If you could post a pic it might be easier for us to see what's going wrong.


----------



## Rachel_C

Yep definitely post a pic if you can :) I'm sure it's fixable.


----------



## Lollycake

Ok, hope the pics have uploaded ok. First I tried the newborn hug hold, but he really hates it, feels like he's too big for it? He seems a bit happier in the normal hug hold, but it says in the instruction book not to use that until 3-4months...Only problem with it are that his arms seemed squsihed, not really sure where they should be, and his head still isn't very supported. Have uploaded how the tie isn't very tight also (have tied on my back as I still have a LOT of pregnancy weight and doesn't feel comfy tied at the front). Please excuse mess of the room behind me!! Thanks again :)
 



Attached Files:







IMAG0430.jpg
File size: 15.5 KB
Views: 24









IMAG0431.jpg
File size: 16 KB
Views: 20









IMAG0432.jpg
File size: 17.2 KB
Views: 16









IMAG0435.jpg
File size: 13.7 KB
Views: 20









IMAG0437.jpg
File size: 15.6 KB
Views: 21


----------



## Rachel_C

I'm not a wrapper normally so I'm sure others will be able to give better advice, but the wrap doesn't look tight enough or well enough spread to me, especially in the first two pics. I think the bits crossed over on your front should be better spread over him and the band around the middle should be spread out more too, so that it goes higher up and will support him better. 

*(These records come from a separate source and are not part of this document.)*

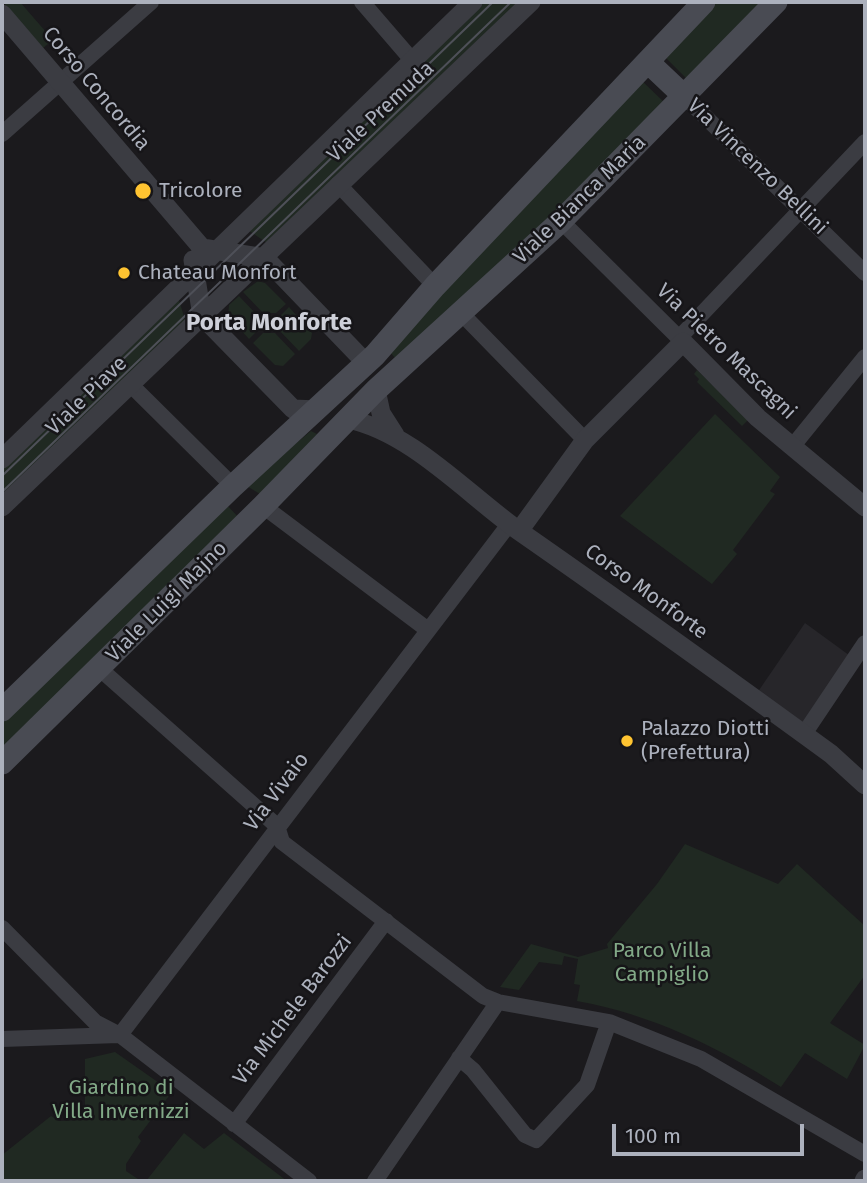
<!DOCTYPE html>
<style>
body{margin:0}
#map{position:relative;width:867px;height:1183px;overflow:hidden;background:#1b1a1d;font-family:"Fira Sans",sans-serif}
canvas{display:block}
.frame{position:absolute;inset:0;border:4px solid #acb1bd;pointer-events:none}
.scale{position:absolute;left:612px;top:1124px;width:192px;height:32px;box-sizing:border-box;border:4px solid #acb1bd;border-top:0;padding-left:9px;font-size:21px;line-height:24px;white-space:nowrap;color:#acb1bd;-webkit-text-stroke:5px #161518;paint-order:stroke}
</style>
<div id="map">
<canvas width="867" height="1183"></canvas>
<div class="frame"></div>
<div class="scale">100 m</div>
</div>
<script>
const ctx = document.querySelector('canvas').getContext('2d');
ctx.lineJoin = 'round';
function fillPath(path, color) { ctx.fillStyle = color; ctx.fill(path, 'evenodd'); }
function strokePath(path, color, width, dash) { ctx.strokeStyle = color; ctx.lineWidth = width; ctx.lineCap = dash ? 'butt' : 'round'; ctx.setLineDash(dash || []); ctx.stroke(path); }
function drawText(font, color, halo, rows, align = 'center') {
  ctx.font = font + ' "Fira Sans",sans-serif'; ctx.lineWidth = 5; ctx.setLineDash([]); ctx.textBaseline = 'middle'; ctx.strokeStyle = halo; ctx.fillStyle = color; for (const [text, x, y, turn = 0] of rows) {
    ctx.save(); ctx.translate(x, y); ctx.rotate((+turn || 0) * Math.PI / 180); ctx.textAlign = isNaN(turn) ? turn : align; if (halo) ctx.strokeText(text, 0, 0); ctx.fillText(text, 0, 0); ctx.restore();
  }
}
fillPath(new Path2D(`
 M 805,623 L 853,658 L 803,731 L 755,696 Z`), '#27262a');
fillPath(new Path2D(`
 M 3,2 L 20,2 L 53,40 L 43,48 Z
 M 484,2 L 521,2 L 267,243 L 248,230 Z
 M 713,2 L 763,2 L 688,80 L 663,55 Z
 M 641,80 L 665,103 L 537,235 L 395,358 L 390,352 L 440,293 Z
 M 258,281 L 265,283 L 286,304 L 276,313 L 263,313 L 243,292 Z
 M 239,296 L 259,317 L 259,329 L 249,339 L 228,316 L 229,305 Z
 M 178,297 L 186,323 L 2,497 L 2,469 Z
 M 289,307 L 312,333 L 311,339 L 299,351 L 279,330 L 279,317 Z
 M 263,333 L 275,333 L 295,354 L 283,366 L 275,365 L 253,343 Z
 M 697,370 L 748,420 L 742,426 L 697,382 L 699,379 L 694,374 Z
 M 715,414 L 780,477 L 770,491 L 775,494 L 733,550 L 737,554 L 712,584 L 620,516 Z
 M 311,431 L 317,434 L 260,494 L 245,485 Z
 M 225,503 L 241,520 L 2,755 L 2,721 Z
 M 685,844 L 778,884 L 797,864 L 865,926 L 865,975 L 830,1023 L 865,1045 L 847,1079 L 805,1053 L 781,1087 C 716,1046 653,1015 577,1001 L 580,985 L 574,984 L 578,959 L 564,956 L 562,965 L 539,962 L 519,990 L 500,987 L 531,944 L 578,957 L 608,948 L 607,944 L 657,884 Z
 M 115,1052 L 172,1092 L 138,1137 L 141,1141 L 126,1164 L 126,1171 L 141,1181 L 2,1181 L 2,1155 L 51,1116 L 59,1121 L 85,1120 L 85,1059 Z
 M 184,1133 L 204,1149 L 224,1133 L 287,1181 L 146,1181 Z`), '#202922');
strokePath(new Path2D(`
 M 362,2 L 412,60
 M 685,97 L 865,273
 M 2,134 L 151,2
 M 338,184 L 435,286
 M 561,221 L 683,342
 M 462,314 L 585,440
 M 679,338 L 865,142
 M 131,385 L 233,486
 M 792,447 L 865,357
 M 263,506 L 428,630
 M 99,668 L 277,826
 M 804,734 L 865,643
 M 277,826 L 282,842 L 483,996 L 498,1002 L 609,1022 L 701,1059 L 865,1154
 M 2,928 L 95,1022 L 120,1035 L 309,1181
 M 120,1035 L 510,523
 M 2,1039 L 118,1035
 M 459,1058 L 473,1070 L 525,1135 L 536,1140 L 587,1085 L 609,1022
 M 234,1124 L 386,921
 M 375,1181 L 498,1002`), '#3b3c42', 16);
strokePath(new Path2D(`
 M 2,14 L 202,248 L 265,258 L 366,363
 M 193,260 L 202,316 L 293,409 L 318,410
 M 376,390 L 381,413 L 395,435
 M 347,419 C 410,431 467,494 519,531 C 624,604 728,679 831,754 L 865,785
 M 2,459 L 473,2
 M 2,507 L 531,2
 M 519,531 L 585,440 L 683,342 L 758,418 L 865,507
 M 864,1181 L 865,1179`), '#3b3c42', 19);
strokePath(new Path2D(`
 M 648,62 L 685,97
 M 2,710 L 233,486 L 375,355 L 435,286 L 704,2
 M 2,763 L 263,506 L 376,390 L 561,221 L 776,2`), '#494b53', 23);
strokePath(new Path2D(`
 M 2,476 L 493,2
 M 2,492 L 511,2`), '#4e5058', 2);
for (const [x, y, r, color] of [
 [143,191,9,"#ffc431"],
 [124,273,7,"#ffc431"],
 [627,741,7,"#ffc431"]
]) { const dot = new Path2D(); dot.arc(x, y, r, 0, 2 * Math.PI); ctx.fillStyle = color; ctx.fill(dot); strokePath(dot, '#161518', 2.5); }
drawText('21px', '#acb1bd', '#161518', [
 ["Corso Concordia",96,89,50],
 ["Viale Premuda",381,112,-43],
 ["Via Vincenzo Bellini",757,167,44],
 ["Viale Bianca Maria",580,200,-44],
 ["Via Pietro Mascagni",726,352,44],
 ["Viale Piave",87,396,-44],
 ["Corso Monforte",646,592,36],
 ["Viale Luigi Majno",167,602,-45],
 ["Via Vivaio",277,792,-53],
 ["Via Michele Barozzi",293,1010,-53]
]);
drawText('21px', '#acb1bd', '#161518', [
 ["Tricolore",159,191],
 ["Chateau Monfort",138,273],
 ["Palazzo Diotti",641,729],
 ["(Prefettura)",641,753]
], 'left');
drawText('21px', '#82a987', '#161518', [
 ["Parco Villa",662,951],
 ["Campiglio",662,975],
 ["Giardino di",121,1088],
 ["Villa Invernizzi",121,1112]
]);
drawText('bold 24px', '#ced0d9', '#161518', [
 ["Porta Monforte",269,323]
]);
</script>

If he doesn't seem to like the newborn position, I would try one for older babies but try to froggy his legs. I didn't use a wrap when my girls were littler but neither of them liked the newborn (froggy) position in our mei tai so don't worry too much if he doesn't like what he's 'meant' to!


----------



## TriChick

My LO seemed to love the Newborn Kangaroo hold. I found it easier to adjust as well if it started feeling lose.


----------



## Lollycake

Thank you for your help, will skip the newborn one then and try to make it tighter. Will also give the kangaroo one a go today! :)


----------



## jcg0506

I would pull the waist band up to his shoulders for more support. Does he hold his head up already? If so, you can definitely do the regular hug hold, just keep the legs inside. If he falls asleep you can just tuck his head under the side strap.


----------



## Pixxie

Ok, when putting the Moby on it should feel like you wont fit the baby in. Give it a good tug outwards first to make the pocket, then slip baby in. After 5 minutes or so the whole thing should have stretched out more and be perfectly snug. 

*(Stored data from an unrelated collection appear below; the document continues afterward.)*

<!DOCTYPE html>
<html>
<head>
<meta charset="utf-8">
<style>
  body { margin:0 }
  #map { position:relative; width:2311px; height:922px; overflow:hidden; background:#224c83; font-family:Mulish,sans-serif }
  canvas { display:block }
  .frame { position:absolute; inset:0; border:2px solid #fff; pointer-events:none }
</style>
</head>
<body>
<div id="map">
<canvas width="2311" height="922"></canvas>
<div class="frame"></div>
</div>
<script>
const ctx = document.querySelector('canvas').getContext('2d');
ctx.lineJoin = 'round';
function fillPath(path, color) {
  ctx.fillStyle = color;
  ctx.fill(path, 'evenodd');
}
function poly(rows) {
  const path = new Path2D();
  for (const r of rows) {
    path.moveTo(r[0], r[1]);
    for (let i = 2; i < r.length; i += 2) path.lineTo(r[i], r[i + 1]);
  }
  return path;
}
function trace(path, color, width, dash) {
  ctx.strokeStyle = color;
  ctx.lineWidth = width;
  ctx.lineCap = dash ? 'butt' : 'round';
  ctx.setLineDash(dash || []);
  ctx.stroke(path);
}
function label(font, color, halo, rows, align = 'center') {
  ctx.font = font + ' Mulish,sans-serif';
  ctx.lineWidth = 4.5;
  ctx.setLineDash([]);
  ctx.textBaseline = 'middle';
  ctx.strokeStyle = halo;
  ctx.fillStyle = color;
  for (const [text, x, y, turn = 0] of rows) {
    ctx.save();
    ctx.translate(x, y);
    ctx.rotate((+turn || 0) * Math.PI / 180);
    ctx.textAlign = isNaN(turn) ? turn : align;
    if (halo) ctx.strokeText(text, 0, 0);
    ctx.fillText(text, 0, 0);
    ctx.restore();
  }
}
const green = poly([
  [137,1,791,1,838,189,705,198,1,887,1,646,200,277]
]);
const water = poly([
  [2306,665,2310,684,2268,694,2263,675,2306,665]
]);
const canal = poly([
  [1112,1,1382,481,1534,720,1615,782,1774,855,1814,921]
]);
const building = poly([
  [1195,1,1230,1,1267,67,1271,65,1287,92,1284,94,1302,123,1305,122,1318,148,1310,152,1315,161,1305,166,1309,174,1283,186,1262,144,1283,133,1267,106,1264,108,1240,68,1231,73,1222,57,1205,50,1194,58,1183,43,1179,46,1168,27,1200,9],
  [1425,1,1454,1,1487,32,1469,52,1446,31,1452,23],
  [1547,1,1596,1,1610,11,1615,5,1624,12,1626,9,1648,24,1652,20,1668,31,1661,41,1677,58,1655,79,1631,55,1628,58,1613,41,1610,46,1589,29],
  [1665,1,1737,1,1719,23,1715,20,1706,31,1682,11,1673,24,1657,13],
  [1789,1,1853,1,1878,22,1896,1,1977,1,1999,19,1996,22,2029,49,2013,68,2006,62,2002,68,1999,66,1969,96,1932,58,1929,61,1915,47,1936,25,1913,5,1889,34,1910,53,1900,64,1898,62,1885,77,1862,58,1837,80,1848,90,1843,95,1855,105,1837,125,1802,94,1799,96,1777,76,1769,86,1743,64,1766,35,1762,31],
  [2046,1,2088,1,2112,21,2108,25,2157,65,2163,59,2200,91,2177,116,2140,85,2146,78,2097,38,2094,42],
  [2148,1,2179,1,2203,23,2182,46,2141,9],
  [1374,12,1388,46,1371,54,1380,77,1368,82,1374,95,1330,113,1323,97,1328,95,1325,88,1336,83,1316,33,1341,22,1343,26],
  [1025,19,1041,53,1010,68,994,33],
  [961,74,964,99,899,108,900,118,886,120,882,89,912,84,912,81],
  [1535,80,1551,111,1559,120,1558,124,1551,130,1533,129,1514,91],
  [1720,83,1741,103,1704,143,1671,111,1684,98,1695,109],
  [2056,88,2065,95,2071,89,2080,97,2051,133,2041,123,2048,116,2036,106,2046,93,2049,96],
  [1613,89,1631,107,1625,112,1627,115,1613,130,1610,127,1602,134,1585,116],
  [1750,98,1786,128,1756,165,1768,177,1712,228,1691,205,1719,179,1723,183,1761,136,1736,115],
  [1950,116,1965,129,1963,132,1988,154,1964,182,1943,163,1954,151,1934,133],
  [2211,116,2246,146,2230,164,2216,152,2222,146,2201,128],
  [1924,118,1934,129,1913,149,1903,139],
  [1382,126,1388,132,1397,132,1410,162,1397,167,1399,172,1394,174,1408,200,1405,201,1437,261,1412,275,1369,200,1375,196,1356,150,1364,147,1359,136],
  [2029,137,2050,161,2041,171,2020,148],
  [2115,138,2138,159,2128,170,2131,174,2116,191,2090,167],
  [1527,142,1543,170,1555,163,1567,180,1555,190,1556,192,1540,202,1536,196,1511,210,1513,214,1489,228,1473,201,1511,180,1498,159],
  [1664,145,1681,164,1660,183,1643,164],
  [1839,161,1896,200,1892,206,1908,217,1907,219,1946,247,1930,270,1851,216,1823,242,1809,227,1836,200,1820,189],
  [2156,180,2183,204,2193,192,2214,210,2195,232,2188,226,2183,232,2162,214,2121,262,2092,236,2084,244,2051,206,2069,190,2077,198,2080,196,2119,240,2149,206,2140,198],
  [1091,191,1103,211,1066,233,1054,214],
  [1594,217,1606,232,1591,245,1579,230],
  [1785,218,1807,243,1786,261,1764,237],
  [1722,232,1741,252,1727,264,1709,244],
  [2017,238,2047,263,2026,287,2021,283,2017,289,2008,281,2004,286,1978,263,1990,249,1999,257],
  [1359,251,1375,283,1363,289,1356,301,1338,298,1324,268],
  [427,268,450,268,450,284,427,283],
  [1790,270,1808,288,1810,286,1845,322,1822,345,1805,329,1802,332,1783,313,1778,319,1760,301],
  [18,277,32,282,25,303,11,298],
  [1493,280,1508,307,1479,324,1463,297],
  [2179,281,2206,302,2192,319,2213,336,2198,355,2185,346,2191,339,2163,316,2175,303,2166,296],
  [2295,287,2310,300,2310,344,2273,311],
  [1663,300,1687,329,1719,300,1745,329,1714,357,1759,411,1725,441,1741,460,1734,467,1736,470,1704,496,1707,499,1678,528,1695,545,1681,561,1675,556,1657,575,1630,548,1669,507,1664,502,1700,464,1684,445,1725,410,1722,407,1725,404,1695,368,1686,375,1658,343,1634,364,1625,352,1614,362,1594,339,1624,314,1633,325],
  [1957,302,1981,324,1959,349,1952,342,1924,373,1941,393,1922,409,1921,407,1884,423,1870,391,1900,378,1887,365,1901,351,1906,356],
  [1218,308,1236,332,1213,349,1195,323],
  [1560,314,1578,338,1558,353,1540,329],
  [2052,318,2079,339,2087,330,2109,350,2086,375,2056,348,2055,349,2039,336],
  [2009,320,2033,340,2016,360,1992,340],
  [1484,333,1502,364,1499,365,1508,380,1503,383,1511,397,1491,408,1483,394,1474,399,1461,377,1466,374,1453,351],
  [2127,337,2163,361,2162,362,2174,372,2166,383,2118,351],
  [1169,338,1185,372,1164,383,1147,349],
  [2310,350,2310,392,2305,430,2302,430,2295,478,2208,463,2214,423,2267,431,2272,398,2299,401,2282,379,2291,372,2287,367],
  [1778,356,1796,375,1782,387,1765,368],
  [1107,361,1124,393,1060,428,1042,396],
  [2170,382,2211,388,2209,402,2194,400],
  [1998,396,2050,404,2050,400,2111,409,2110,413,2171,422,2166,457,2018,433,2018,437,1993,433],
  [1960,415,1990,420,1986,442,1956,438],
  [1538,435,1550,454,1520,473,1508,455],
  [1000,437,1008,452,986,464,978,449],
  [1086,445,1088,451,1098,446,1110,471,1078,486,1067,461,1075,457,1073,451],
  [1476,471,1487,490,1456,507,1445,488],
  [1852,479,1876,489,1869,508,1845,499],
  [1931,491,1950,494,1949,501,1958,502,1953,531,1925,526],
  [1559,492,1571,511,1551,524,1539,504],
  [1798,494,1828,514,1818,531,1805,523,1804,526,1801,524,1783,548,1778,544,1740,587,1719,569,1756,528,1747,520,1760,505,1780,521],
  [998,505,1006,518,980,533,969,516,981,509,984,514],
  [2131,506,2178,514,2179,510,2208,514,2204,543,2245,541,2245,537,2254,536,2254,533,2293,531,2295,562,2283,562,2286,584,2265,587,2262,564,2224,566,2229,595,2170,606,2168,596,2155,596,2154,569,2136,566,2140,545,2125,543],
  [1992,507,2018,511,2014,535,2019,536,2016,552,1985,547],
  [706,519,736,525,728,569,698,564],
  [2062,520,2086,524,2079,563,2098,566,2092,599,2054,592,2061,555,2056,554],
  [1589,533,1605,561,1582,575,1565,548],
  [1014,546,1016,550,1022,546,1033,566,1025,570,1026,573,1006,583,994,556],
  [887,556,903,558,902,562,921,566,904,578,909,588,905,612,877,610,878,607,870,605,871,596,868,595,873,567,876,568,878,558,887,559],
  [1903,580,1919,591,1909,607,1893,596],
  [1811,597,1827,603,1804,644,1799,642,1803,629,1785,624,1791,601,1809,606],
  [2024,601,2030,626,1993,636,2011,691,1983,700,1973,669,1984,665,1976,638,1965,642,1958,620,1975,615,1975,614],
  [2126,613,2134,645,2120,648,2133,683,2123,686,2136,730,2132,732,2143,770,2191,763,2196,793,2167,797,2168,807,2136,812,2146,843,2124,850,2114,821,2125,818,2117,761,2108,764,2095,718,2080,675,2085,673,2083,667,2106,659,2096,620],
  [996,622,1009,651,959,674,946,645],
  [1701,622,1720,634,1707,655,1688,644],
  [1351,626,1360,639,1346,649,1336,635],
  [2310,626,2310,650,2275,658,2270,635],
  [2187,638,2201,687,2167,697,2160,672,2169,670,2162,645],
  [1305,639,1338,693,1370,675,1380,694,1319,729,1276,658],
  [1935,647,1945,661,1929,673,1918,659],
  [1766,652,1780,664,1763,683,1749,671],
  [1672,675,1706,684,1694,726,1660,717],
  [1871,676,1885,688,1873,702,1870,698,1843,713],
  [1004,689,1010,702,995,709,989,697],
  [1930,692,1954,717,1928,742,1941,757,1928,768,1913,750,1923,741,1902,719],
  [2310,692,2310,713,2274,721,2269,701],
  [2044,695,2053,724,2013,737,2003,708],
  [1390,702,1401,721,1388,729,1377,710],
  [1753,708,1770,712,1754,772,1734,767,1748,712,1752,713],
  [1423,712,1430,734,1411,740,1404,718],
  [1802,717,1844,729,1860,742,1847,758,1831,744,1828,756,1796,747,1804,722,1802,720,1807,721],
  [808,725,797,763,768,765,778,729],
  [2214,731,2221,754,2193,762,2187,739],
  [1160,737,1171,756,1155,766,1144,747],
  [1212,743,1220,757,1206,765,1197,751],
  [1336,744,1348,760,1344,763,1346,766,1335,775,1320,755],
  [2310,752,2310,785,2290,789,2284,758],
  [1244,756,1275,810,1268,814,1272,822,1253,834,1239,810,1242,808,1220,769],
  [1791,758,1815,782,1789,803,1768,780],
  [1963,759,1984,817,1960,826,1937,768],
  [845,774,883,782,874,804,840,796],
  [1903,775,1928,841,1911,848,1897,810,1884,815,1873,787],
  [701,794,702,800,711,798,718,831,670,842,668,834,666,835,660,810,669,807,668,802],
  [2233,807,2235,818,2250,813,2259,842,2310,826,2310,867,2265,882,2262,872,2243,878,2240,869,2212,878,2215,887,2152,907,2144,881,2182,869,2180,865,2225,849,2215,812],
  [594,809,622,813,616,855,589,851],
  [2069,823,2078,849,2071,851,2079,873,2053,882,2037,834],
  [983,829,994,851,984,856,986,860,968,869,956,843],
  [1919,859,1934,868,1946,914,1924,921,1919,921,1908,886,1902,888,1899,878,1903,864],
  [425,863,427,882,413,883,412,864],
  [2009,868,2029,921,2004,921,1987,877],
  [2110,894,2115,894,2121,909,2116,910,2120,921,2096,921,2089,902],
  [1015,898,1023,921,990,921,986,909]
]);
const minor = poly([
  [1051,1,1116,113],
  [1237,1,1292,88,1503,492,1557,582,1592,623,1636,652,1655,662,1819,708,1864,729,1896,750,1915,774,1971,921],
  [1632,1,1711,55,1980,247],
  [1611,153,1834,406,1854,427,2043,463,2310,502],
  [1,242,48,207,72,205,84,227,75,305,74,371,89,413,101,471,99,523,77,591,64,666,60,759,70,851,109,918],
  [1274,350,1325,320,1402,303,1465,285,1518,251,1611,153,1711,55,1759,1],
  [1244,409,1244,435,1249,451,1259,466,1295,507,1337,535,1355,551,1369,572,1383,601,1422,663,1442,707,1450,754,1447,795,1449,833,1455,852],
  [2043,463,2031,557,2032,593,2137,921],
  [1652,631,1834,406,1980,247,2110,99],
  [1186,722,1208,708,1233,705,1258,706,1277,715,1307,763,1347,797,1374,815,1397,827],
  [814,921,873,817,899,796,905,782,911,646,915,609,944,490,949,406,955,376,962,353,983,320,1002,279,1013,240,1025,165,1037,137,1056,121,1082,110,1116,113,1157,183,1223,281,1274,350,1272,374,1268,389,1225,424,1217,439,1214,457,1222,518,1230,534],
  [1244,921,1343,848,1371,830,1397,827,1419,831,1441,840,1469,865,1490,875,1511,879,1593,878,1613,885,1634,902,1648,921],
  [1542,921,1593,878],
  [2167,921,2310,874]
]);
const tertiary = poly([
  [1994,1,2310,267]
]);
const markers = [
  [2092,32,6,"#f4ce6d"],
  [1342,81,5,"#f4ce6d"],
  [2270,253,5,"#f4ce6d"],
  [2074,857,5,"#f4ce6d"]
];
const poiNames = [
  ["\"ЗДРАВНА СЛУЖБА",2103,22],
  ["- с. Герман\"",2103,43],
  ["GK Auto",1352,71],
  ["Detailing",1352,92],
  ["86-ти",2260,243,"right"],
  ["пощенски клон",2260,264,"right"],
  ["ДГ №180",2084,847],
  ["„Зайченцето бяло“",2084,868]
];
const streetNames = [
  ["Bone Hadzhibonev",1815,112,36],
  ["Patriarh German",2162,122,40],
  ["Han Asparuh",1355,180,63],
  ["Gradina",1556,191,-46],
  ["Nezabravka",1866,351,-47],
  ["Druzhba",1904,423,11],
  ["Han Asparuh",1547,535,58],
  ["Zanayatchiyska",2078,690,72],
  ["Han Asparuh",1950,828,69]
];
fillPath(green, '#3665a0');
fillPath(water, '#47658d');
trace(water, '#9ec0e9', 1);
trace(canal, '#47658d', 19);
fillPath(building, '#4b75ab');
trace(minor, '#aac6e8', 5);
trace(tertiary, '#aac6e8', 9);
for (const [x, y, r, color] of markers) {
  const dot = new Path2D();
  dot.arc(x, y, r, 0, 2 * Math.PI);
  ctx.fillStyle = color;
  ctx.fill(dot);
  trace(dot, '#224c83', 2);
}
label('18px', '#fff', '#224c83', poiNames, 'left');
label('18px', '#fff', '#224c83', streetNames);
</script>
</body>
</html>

If he doesn't like the cradle hold go for the regular hug hold, leave LO's legs tucked up in a froggy position inside the wrap, just the feet if anything visible. Spread each side of the cross over him, one at a time, as much as you can. only LO's head should now be visible. Pull up 'safety band'. 

LO's arms will be best bent and tucked up near his face so he can suck his fingers or resting on your sides. 

HTH! xx


----------



## Lollycake

Thanks everyone!
Seems to be much better now and he goes asleep after a few mins of being in it :D
Quick question though, is there an easy way to sit down while wearing it? He tends to wake up as soon as I sit? (think I squish him making him uncomfy!)


----------



## Pixxie

Lollycake said:


> Thanks everyone!
> Seems to be much better now and he goes asleep after a few mins of being in it :D
> Quick question though, is there an easy way to sit down while wearing it? He tends to wake up as soon as I sit? (think I squish him making him uncomfy!)

Act like your pregnant! lol do that funny sit down that heavily pregnant ladies do and it should be better, You'll probably have to a semi recline.


----------